8月に入り、私は約束通りジェームズの家へと向かった。
漏れ鍋から、煙突避行粉を使ってポッター家へ。

今回は、後からシリウスが衝突してくるのを避けられるよう、素早く暖炉の中で灰を落とし、火格子からひとりでさっさと出た。炎の燃え盛る音とエメラルドグリーンの明かりが見えたのだろう、私がよっこらせとポッター家の居間に足をつけて立ち上がった時、ユーフェミアさんがこちらにゆったりと歩いて来るのが見えた。

「久しぶりね、イリス。元気だった?」
「はい、ユーフェミアさん。お陰様で」

ユーフェミアさんは、また一段と老け込んだように見えた。
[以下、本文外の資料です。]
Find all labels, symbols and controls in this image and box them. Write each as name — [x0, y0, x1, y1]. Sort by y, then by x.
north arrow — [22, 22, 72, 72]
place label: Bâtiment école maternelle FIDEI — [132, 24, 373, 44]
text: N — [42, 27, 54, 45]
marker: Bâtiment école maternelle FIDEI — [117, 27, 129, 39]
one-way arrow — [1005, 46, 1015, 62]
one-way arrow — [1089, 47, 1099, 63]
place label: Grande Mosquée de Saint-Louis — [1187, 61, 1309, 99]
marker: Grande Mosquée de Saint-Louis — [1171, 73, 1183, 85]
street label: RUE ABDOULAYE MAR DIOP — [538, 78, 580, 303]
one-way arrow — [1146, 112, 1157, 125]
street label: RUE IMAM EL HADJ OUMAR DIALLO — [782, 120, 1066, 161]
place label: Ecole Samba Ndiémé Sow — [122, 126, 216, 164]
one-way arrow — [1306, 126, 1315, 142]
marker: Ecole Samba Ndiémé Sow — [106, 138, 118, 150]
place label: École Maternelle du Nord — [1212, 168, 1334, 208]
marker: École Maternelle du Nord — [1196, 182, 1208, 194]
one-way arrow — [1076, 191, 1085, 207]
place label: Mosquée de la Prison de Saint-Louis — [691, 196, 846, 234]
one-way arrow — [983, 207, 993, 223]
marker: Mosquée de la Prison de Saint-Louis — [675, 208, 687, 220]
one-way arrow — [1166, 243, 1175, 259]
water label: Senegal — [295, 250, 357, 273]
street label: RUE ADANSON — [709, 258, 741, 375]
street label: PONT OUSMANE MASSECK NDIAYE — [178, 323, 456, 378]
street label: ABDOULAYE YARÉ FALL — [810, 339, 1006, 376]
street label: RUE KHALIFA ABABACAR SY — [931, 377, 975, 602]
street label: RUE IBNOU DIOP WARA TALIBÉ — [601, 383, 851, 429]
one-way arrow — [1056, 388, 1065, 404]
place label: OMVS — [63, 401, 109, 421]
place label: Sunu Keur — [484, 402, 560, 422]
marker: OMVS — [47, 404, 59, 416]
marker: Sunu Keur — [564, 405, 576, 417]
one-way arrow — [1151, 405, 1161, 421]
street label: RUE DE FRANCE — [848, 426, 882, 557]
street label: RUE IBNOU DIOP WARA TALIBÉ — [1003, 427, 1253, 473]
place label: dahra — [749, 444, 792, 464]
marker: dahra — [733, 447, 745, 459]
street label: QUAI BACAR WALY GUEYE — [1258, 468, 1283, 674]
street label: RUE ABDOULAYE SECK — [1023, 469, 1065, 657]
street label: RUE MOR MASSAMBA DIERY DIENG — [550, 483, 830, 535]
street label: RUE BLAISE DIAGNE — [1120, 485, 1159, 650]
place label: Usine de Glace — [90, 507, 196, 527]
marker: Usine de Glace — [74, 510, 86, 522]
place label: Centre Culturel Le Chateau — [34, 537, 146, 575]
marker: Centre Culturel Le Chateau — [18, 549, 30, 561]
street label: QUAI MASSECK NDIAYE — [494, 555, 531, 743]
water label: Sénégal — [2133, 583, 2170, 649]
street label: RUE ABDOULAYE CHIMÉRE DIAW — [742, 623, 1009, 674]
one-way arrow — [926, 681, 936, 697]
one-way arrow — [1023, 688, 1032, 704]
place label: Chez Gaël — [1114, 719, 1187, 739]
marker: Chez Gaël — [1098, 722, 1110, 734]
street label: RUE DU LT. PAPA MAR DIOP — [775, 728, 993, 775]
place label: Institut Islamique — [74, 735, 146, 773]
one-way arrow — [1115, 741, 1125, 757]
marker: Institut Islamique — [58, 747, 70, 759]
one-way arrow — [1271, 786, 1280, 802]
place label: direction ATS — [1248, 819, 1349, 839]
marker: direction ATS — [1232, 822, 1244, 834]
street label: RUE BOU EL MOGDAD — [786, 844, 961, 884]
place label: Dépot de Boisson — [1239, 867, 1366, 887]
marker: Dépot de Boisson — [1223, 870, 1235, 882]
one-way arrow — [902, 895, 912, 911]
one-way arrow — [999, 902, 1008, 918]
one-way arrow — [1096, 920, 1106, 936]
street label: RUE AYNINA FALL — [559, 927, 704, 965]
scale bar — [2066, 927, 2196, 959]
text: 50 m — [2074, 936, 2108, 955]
年のせいなのだろう、動きも以前ほど軽やかに見えず、今までだったら私を見た時には小走りで駆け寄ってきてくれていたのに、足が痛むのか、腰をさすりながら私の手を皺の増えた手で握ってくれた。

「あなたが来る少し前にリリーが来てくれたわ。あの子、本当に礼儀正しい子よね? それに、知らない間にうちのジェームズと付き合っていたなんて! あんなに素敵な子がお嫁さんに来てくれたら、私も本当に嬉しいんだけど────」

気の早いユーフェミアさんが頬に手を当てて恍惚とした表情を浮かべているのを見て、私は自然と微笑んでしまう。彼らが付き合い始めたのはつい最近のことだし、そんなにすぐ結婚なんて話は出ないと思うんだけど────いや、あのジェームズのことだから、ないとは言い切れないか。それにしても、リリーとユーフェミアさんが予想以上に馬が合うようで良かった。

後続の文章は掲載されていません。